RECORDS PROVIDED
=-=-=

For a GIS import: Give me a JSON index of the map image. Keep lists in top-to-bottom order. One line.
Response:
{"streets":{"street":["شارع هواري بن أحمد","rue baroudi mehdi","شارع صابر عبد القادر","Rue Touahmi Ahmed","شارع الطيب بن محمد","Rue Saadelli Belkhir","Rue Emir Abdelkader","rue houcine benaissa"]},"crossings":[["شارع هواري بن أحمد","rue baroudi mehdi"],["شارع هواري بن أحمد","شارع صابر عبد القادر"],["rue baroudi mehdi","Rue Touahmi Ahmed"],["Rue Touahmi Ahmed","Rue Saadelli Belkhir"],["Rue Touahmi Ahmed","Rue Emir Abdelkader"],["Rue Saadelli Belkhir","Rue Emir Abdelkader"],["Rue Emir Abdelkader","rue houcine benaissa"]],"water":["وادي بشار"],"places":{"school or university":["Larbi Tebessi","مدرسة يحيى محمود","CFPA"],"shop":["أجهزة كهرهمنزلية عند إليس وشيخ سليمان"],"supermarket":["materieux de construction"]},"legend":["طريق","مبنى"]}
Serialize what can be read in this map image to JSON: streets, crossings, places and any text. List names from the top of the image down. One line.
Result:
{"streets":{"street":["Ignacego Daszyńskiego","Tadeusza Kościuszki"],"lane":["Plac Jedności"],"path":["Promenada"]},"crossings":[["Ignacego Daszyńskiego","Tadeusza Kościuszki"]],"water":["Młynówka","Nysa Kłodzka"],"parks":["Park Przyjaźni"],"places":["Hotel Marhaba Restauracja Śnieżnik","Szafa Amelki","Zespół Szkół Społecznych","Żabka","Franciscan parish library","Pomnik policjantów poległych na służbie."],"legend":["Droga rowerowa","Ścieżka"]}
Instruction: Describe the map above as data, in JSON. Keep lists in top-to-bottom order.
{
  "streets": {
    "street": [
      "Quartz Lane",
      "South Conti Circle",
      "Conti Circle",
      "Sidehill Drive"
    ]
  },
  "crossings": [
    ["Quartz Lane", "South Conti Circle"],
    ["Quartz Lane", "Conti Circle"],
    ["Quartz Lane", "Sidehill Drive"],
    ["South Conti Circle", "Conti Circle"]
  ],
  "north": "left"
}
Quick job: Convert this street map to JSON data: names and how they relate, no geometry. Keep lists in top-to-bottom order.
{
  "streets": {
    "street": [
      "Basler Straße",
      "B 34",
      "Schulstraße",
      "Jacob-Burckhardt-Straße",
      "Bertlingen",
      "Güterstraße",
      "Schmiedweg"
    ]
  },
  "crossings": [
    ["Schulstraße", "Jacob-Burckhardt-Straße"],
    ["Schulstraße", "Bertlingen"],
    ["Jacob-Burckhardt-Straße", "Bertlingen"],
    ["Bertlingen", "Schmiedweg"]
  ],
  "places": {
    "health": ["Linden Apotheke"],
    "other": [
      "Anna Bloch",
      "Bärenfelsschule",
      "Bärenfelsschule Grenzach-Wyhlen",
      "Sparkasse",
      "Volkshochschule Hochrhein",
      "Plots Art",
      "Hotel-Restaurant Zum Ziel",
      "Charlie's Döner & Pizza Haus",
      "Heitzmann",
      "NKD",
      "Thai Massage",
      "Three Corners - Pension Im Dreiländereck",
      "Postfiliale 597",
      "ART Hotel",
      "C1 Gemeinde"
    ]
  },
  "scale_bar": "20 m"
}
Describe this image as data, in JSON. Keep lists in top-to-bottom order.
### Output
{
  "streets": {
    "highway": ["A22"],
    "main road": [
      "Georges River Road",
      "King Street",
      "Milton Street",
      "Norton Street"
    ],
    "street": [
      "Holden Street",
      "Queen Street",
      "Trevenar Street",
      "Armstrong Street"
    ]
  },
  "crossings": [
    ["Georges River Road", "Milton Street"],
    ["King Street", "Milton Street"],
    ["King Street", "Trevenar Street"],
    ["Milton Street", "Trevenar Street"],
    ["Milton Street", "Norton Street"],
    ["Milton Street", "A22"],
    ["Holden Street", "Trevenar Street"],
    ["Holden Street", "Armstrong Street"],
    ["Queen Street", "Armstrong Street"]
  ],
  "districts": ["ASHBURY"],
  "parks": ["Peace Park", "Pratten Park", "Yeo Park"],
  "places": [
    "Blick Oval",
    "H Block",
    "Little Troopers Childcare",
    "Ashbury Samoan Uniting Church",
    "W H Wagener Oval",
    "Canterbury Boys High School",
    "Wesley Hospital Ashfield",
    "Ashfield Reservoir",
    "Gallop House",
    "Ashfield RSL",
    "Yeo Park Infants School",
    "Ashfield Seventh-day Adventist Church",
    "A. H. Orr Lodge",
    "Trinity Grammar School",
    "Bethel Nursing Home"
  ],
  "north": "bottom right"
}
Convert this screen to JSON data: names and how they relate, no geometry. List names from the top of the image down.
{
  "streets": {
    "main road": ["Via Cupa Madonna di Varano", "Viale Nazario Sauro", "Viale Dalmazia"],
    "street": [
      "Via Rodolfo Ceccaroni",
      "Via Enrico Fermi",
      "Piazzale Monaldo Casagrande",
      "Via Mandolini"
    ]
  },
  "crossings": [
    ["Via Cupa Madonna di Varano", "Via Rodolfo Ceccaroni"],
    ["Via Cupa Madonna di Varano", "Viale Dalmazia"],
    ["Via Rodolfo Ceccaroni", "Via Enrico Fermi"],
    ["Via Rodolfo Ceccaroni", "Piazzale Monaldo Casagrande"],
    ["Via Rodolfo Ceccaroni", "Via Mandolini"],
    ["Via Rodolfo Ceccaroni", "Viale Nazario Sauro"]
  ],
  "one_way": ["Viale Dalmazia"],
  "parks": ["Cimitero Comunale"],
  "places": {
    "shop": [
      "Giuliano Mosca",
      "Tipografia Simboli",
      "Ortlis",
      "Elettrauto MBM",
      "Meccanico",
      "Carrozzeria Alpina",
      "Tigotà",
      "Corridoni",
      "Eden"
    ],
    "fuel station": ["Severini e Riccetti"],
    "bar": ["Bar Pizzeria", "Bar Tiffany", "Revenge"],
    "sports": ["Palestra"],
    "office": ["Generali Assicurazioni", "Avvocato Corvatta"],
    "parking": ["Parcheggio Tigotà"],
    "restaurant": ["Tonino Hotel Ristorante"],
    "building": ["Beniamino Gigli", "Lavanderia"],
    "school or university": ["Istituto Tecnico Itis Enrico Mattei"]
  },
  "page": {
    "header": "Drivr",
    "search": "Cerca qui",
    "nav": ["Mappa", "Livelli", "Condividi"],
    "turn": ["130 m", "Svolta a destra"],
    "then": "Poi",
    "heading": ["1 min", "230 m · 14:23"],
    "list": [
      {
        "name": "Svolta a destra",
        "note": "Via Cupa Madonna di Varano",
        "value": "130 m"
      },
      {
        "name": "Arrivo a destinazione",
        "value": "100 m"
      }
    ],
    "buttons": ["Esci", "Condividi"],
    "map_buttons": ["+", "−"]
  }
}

=-=-=

TASK TO COMPLETE
Whenever the word "Monaldo" occurs in a line of the listing above, return that line.

WRITTEN SOLUTION
      "Piazzale Monaldo Casagrande",
    ["Via Rodolfo Ceccaroni", "Piazzale Monaldo Casagrande"],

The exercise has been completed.